Holland’s co-host, Dominic Sandbrook, speculated that Western Europe would be “even more at the receiving end of globalization than in the 1970s and 1980s, and that communities in Britain that have become very dependent on foreign investment or on cheap manufacturing abroad… are going to face some pretty tough winters with energy becoming more expensive.”
“Essentially, it is more expensive for Europeans to make things,” Holland said, “because our energy is more expensive than it is for Russia or the United States. And we’re definitely back in that situation now.”
This observation should send a chill down the spines of industry leaders who rely on European manufacturing and have even doubled down on it since labor costs have risen in Asia, and political spats with China increased. Already, Volkswagen announced in September it is exploring ways to help its broad supplier network in Europe counter a shortage in natural gas, including making more parts locally and shifting manufacturing capacity. At the same time, Mercedes-Benz said it has been working to identify Germany-based suppliers that would be at risk in a gas-rationing scenario and is in talks with them about shifting production to locations outside of Germany. But the risk is not just from rationing: it is from cost, plain and simple.
“Is there a risk now, not just for Britain, but for the whole of Europe, that we’re going to go through a process of de-industrialization bred by the brute fact that we have less cheap energy than, say, the Americans do?” Holland asked.
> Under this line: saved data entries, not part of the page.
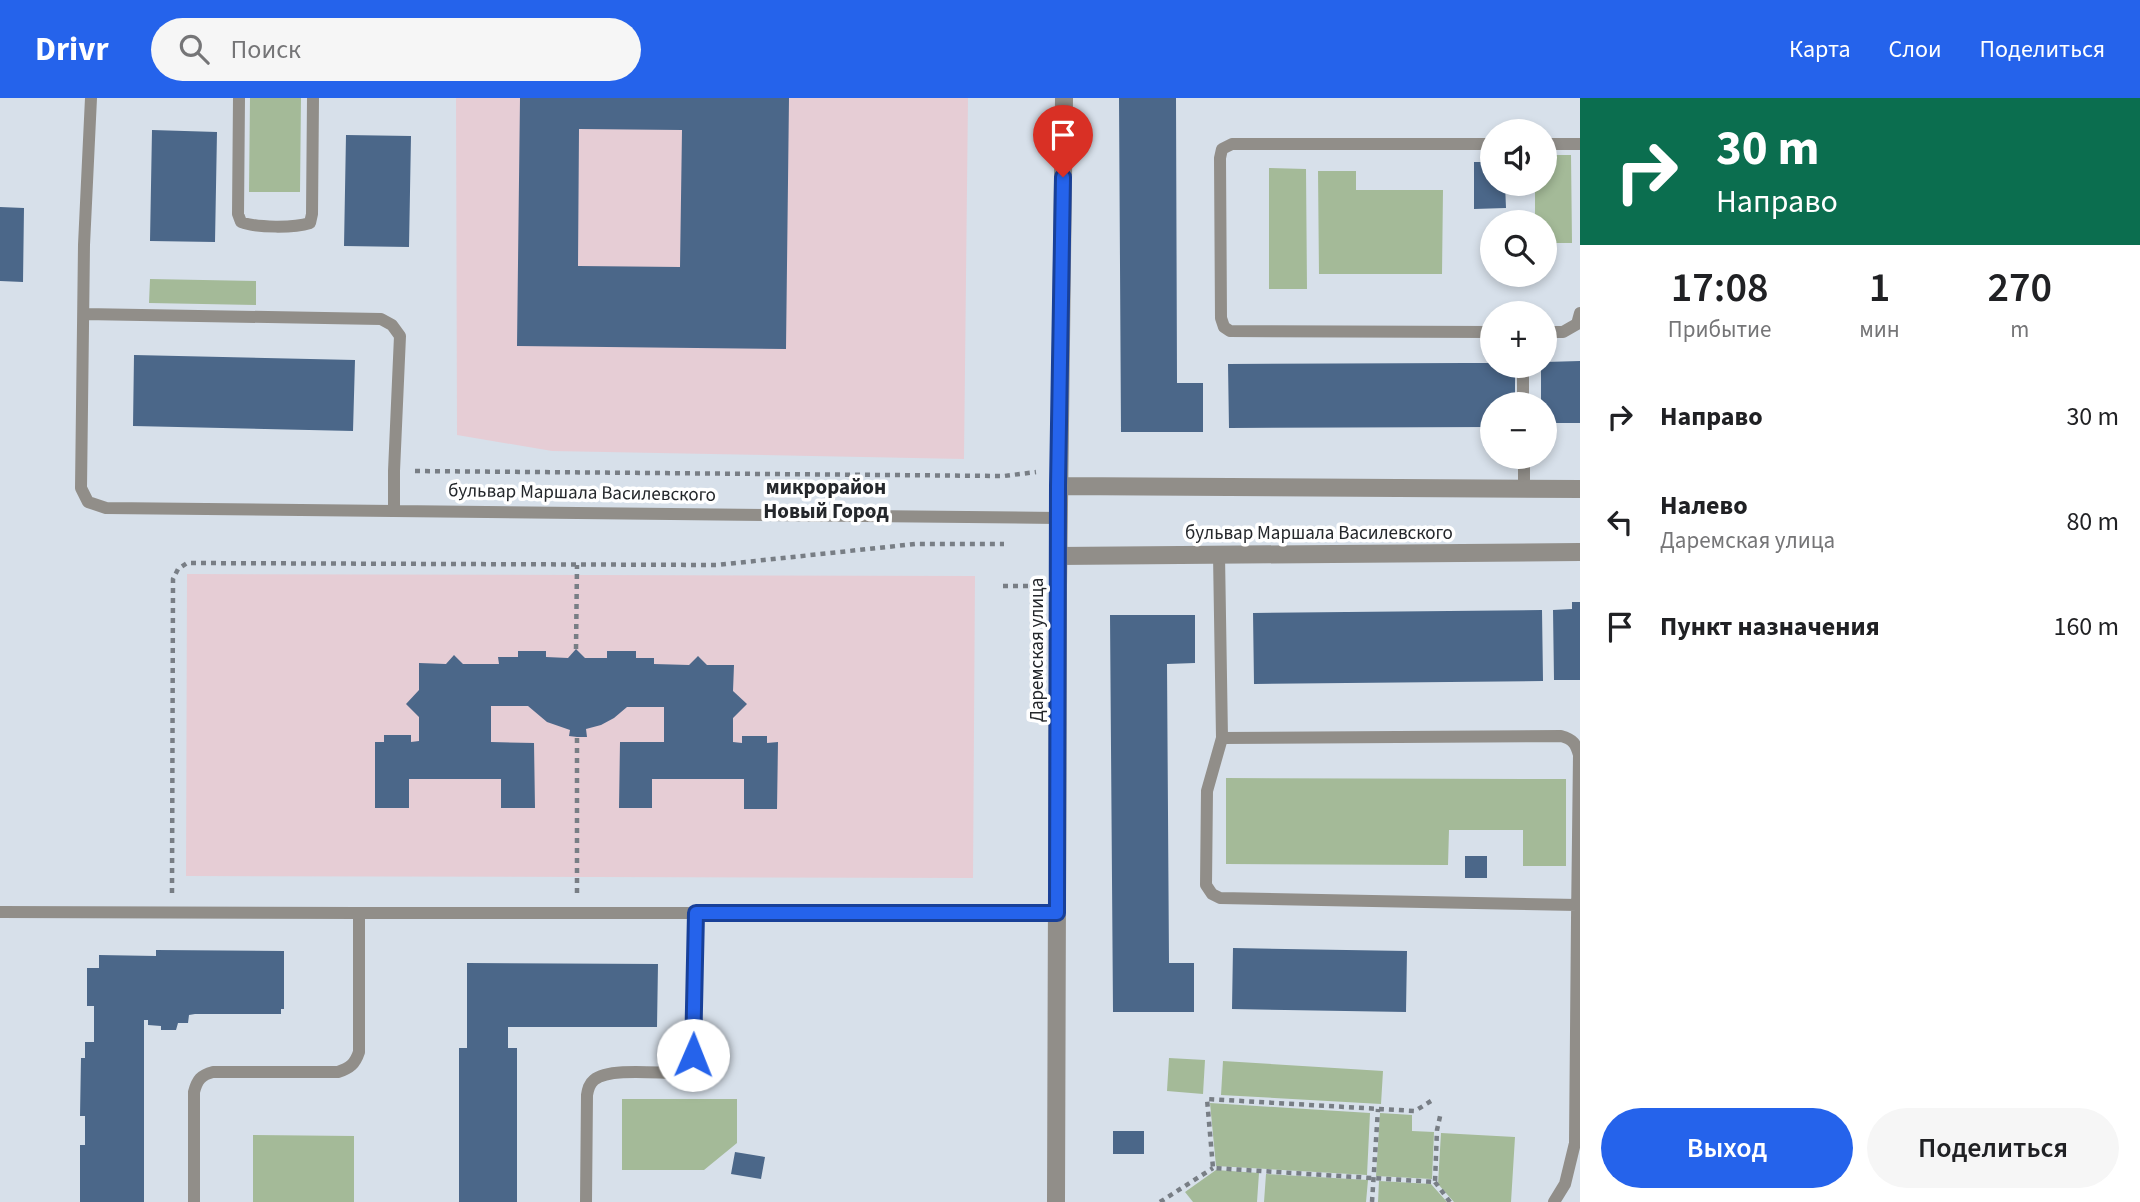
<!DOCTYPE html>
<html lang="ru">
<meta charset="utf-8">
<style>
body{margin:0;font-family:"Source Sans 3",sans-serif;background:#f6f6f6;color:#202124;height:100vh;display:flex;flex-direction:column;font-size:26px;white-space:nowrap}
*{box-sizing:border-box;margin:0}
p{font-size:23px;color:#757577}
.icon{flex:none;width:38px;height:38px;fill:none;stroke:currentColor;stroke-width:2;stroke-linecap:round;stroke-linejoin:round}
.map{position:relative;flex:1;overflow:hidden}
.panel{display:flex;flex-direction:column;background:#fff;width:560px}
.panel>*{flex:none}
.hud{background:#0b6e4f;color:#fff;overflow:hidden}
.buttons{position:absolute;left:1480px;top:21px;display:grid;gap:14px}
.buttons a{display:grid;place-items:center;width:77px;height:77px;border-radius:50%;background:#fff;box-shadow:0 4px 10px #0003;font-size:35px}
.pin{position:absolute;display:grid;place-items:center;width:60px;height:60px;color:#fff;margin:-72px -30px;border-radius:50% 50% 50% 0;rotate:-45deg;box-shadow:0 0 7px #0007}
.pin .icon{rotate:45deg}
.me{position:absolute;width:77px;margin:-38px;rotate:1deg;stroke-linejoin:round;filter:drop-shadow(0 0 5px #0008)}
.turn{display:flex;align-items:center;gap:24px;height:147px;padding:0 21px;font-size:32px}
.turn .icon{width:91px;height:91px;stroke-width:2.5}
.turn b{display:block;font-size:49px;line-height:60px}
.eta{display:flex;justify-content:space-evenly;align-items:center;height:119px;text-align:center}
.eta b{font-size:42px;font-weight:600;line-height:49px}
.primary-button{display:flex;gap:14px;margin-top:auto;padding:14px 21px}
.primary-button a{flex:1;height:80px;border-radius:42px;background:#2563eb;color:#fff;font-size:28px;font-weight:600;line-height:80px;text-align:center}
.primary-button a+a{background:#f6f6f6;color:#202124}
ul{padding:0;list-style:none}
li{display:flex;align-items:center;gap:21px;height:105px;padding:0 21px}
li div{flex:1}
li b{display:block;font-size:26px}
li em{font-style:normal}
header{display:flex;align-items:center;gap:42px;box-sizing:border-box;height:98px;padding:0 35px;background:#2563eb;color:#fff}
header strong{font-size:33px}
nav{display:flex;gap:38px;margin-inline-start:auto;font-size:24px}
.search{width:490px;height:63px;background:#f6f6f6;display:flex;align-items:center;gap:18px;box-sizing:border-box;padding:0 24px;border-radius:38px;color:#757577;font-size:26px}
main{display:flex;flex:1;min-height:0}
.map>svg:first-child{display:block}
.education{fill:#e6cdd5}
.green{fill:#a4ba98}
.building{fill:#4b6789;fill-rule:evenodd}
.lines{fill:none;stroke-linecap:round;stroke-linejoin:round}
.path{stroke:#787e85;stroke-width:4.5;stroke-dasharray:5 5;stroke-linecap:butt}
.lane{stroke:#918e89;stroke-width:12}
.street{stroke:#918e89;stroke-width:18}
.route-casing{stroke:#184099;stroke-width:18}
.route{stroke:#2563eb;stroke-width:12}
.labels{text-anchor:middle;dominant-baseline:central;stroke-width:7;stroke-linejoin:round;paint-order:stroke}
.street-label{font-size:19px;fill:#24272b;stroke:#fff}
.neighbourhood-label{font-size:21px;font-weight:bold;fill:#24272b;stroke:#fff}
</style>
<header>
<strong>Drivr</strong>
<div class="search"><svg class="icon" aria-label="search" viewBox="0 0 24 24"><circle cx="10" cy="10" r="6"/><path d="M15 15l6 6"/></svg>Поиск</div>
<nav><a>Карта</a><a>Слои</a><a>Поделиться</a></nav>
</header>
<main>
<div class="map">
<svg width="1580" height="1104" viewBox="0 0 1580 1104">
<rect width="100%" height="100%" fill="#d7e0ea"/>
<!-- education -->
<path class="education" d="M456,0H968L964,361L552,353L457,337Z
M187,476L975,478L973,780L186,778Z"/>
<!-- green -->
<path class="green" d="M250,0H301L300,94H249Z
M1545,57H1571L1572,145H1545V124H1535V86H1545Z
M1269,70L1306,71L1307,191H1269Z
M1318,73H1356V92H1443L1442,176H1319Z
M150,181L256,183V207L149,205Z
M1226,680L1566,681V768H1523V732H1449L1448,767L1226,766Z
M1169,960L1205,962L1203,996L1167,993Z
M1223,963L1383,973L1381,1006L1221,997Z
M622,1001H737V1045L704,1072H622Z
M1210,1005L1370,1015L1367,1077L1216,1068Z
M1380,1015L1412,1017V1033L1434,1034L1432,1081L1376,1078Z
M1441,1035L1515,1039L1511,1104H1454L1438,1086Z
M253,1037L354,1038V1104H253Z
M1216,1072L1259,1075L1257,1104H1193L1185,1094Z
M1266,1076L1368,1082L1366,1104H1264Z
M1379,1083L1431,1086L1447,1104H1378Z"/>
<!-- building -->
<path class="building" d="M520,0H789L786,251L517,248ZM579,31L682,32L680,169L578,168Z
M1119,0H1176L1177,285H1203V334H1121Z
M152,32L217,34L215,144L150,143Z
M346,37L411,38L409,149L344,148Z
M1474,64H1493V86H1505L1506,110L1474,111Z
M0,109L24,110L23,184L0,183Z
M134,257L355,262L353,333L133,328Z
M1580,263V325H1545V306H1541V268H1545V264Z
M1467,265H1493V268H1515V306H1493V329L1229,330L1228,266Z
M1572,504H1580V582H1554L1553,512L1572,511Z
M1542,512L1543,583L1254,586L1253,515Z
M1110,517H1195V565L1167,566L1169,865H1194V914H1113Z
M576,551L585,560H607V553H636V560H654V566L689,567L698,558L707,567H734L733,593L747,606L733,620V644L742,645V638H767V645L778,644L777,711H744V681H652V710H619L620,644H664V609H627L614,620L601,627L586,631L587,639H577L569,638L570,632L547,624L528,608H491V644L534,645L535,710H501V681H409V710H375V644H384V637H411V644L419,643V619L406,606L419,592V565L446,566L454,557L463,566H499L498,559H518V553H546V559L568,560Z
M1465,758H1487V780H1465Z
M1233,850L1407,853L1406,914L1232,911Z
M156,852L284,853V911H281V916H195L189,917L188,925H178L176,932H161V928L148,927V922H144V1104H80V1047H85V1018H80L81,960H85V944H94V908H87V870H99V857L156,858Z
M467,865L658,866L657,929H508V950H517V1104H459V950H467Z
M1113,1033H1144V1056H1113Z
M735,1054L765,1059L761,1081L731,1076Z"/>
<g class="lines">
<!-- path -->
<path class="path" d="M415,373L1004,378L1036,374
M1003,488H1035
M576,551L577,467
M172,795L173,481L178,471L187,465L717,467L915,446H1004
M577,795V639
M1431,1003L1415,1013L1207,1001L1213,1070L1435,1084L1437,1032L1441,1014
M1435,1084L1450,1104
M1160,1104L1213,1070
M1372,1104L1378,1011"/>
<!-- lane -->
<path class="lane" d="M91,0L84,147L81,390L88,404L106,410L1058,420
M239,0L238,116L241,124C257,130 294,130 310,125L312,116L313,0
M1493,46H1232L1222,51L1220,60L1221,220L1224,229L1230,233L1493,234
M1545,46H1580
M84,216L381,221L392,227L400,238L394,373V413
M1545,234H1563L1577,226L1580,215
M1523,268V306
M1524,359V391
M1219,457L1222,640L1561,638C1573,641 1576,646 1579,657L1577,822
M1222,640L1207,693L1206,787L1212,796L1220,800L1577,807
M0,814L359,815V954C355,966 350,970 338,974H213C201,977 197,982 194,994V1104
M359,815H1057
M586,1104L587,997C588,991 589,986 594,982C608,970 655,975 674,975C685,972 690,968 693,957L696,815
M1554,1104L1565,1086L1575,1045L1577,822H1580"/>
<!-- street -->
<path class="street" d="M1058,388L1580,391
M1058,458L1580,454
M1056,1104L1058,488L1064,0"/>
</g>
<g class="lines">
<defs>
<path id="route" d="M693,957L696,815H1057L1058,388L1063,79"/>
</defs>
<!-- route casing -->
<use href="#route" class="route-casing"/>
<!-- route -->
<use href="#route" class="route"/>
</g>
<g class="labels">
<!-- street labels -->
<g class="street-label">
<text transform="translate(582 395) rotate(1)">бульвар Маршала Василевского</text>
<text x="1319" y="435">бульвар Маршала Василевского</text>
<text transform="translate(1037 552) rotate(-90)">Даремская улица</text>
</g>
<!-- neighbourhood labels -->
<g class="neighbourhood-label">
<text x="826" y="389">микрорайон<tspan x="826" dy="24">Новый Город</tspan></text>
</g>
</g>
</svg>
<div class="buttons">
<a><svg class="icon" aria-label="sound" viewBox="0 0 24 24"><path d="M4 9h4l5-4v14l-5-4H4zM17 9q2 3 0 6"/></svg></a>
<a><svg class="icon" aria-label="search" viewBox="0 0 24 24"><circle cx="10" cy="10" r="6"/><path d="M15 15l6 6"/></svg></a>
<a>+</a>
<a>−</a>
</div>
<div class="pin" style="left:1063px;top:79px;background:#d93025"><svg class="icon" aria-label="arrive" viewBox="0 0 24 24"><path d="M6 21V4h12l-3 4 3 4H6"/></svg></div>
<svg class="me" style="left:693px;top:957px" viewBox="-20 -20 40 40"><circle r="19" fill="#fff"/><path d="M0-13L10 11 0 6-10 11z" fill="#2563eb"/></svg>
</div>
<section class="panel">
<div class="hud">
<div class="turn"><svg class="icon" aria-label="right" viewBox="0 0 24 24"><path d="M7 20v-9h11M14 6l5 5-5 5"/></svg><div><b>30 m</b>Направо</div></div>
</div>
<div class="eta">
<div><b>17:08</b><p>Прибытие</p></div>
<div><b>1</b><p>мин</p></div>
<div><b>270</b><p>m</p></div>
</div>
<ul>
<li><svg class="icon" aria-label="right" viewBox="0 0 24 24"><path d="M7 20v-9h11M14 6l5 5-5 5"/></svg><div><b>Направо</b></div><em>30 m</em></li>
<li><svg class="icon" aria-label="left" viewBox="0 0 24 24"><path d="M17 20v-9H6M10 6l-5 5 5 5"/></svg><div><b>Налево</b><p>Даремская улица</p></div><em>80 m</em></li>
<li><svg class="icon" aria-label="arrive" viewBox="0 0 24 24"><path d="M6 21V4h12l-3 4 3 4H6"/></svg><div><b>Пункт назначения</b></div><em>160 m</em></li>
</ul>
<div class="primary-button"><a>Выход</a><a>Поделиться</a></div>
</section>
</main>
“The United States is in a good position, because it’s energy rich, and its energy is cheap. Ours is very expensive,” Holland continued. “Conventionally, we like to think that all the West is in it together, that what happens in America is basically reflected in Europe. But… America and Europe may be going on radically different parabolas. If you have cheap energy… then your economy will grow. If you don’t, it will decline.”